-------- Data for review
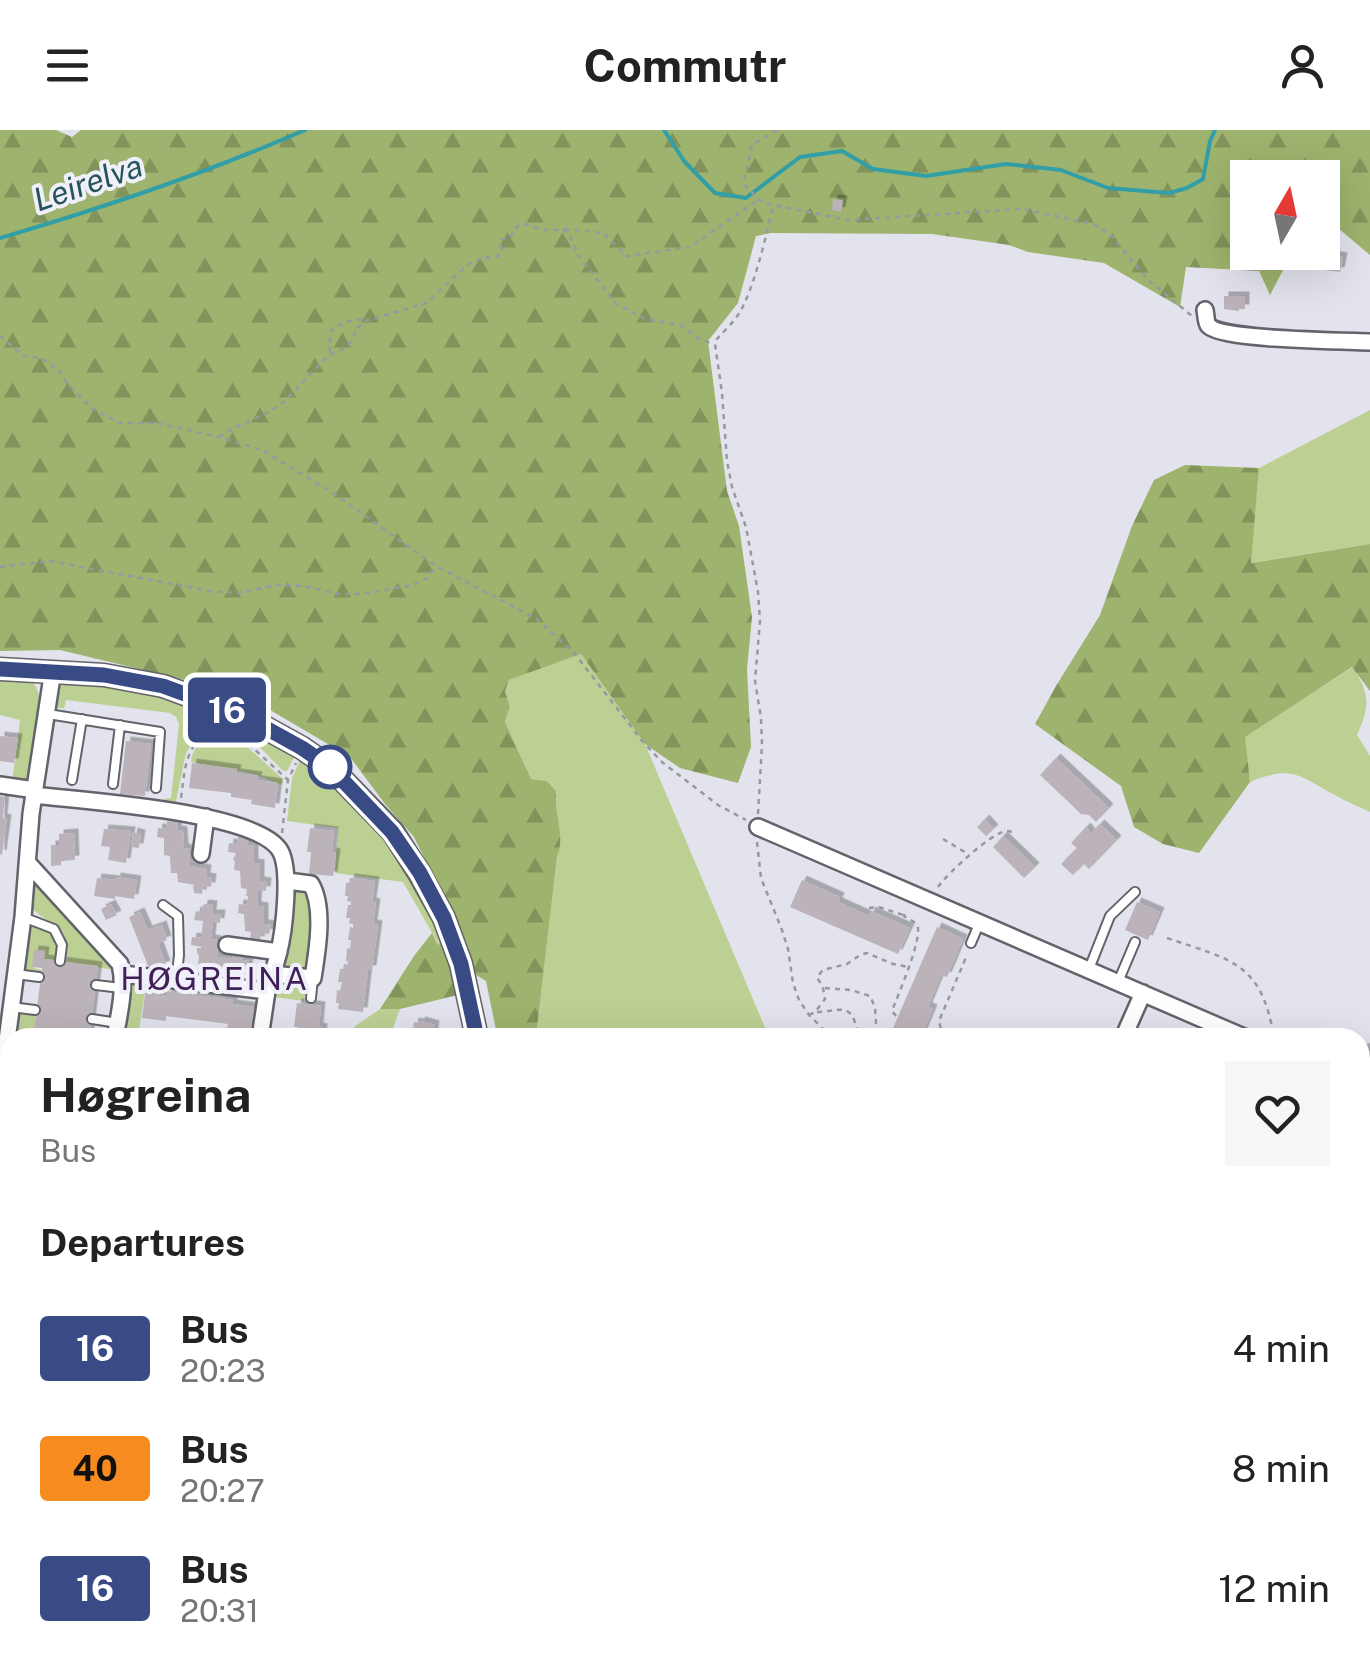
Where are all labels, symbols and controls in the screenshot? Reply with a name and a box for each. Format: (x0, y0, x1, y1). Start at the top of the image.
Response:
icon: menu (40, 38, 95, 93)
icon: person (1275, 38, 1330, 93)
text: Commutr (584, 39, 786, 92)
water label: Leirelva (28, 147, 147, 218)
north arrow (1230, 160, 1340, 270)
map controls (1230, 160, 1340, 270)
line badge: 16 (182, 678, 272, 742)
text: 16 (208, 690, 246, 731)
unlabelled marker (309, 746, 351, 788)
district label: HØGREINA (120, 960, 310, 997)
button: heart (1225, 1061, 1330, 1166)
text: Høgreina (40, 1066, 251, 1123)
text: Bus (40, 1132, 96, 1169)
text: Departures (40, 1220, 245, 1265)
text: Bus (180, 1307, 249, 1352)
text: 4 min (1232, 1326, 1330, 1371)
text: 16 (76, 1328, 114, 1369)
text: 20:23 (180, 1352, 266, 1389)
text: Bus (180, 1427, 249, 1472)
text: 8 min (1232, 1446, 1330, 1491)
text: 40 (72, 1448, 118, 1489)
text: 20:27 (180, 1472, 265, 1509)
text: Bus (180, 1547, 249, 1592)
text: 12 min (1218, 1566, 1330, 1611)
text: 16 (76, 1568, 114, 1609)
text: 20:31 (180, 1592, 259, 1629)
----------------
▶ [Activity] Could the entries be output exactly as written, but without their images?

▶ [Reply to the exercise]
Where are all labels, symbols and controls in the screenshot? Reply with a name and a box for each. Format: (x0, y0, x1, y1). Start at the top of the image.
Response:
icon: menu (40, 38, 95, 93)
icon: person (1275, 38, 1330, 93)
text: Commutr (584, 39, 786, 92)
water label: Leirelva (28, 147, 147, 218)
north arrow (1230, 160, 1340, 270)
map controls (1230, 160, 1340, 270)
line badge: 16 (182, 678, 272, 742)
text: 16 (208, 690, 246, 731)
unlabelled marker (309, 746, 351, 788)
district label: HØGREINA (120, 960, 310, 997)
button: heart (1225, 1061, 1330, 1166)
text: Høgreina (40, 1066, 251, 1123)
text: Bus (40, 1132, 96, 1169)
text: Departures (40, 1220, 245, 1265)
text: Bus (180, 1307, 249, 1352)
text: 4 min (1232, 1326, 1330, 1371)
text: 16 (76, 1328, 114, 1369)
text: 20:23 (180, 1352, 266, 1389)
text: Bus (180, 1427, 249, 1472)
text: 8 min (1232, 1446, 1330, 1491)
text: 40 (72, 1448, 118, 1489)
text: 20:27 (180, 1472, 265, 1509)
text: Bus (180, 1547, 249, 1592)
text: 12 min (1218, 1566, 1330, 1611)
text: 16 (76, 1568, 114, 1609)
text: 20:31 (180, 1592, 259, 1629)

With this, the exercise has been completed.